#### [WHAT IS NEEDED]
Provide the number of lines in the records that hold the string "Keep", without any other words.

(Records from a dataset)
================

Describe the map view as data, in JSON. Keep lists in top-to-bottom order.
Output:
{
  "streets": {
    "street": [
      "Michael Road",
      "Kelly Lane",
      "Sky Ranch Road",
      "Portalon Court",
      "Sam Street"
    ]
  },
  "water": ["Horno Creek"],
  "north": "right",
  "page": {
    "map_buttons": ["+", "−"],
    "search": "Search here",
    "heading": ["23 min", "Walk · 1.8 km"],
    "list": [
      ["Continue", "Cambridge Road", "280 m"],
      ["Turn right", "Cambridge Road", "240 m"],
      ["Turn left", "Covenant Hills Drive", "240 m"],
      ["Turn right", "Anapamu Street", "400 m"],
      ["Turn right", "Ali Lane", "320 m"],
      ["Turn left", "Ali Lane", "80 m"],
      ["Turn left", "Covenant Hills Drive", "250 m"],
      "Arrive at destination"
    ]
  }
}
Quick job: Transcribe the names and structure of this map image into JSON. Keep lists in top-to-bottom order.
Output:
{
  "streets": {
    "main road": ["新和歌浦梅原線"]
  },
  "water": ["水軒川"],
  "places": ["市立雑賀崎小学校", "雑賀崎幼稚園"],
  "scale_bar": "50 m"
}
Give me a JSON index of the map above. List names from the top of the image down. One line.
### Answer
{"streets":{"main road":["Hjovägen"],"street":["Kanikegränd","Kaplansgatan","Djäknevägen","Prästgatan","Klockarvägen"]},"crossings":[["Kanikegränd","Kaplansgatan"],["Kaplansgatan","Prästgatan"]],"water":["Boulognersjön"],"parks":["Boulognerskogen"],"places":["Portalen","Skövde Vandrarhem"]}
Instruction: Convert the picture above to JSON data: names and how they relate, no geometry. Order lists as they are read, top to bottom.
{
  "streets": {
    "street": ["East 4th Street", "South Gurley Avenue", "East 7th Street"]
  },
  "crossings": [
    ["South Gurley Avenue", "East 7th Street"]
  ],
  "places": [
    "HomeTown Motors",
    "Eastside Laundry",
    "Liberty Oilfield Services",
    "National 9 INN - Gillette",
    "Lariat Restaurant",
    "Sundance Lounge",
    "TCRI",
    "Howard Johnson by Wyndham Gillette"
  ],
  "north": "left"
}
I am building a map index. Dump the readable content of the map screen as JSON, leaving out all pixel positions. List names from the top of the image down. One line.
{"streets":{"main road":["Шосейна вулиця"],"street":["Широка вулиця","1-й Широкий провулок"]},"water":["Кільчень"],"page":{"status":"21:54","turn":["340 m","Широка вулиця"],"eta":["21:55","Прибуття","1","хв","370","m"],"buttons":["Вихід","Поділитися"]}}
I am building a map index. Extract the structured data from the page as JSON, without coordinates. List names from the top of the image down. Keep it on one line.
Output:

================

#### [COMPLETED TASK]
3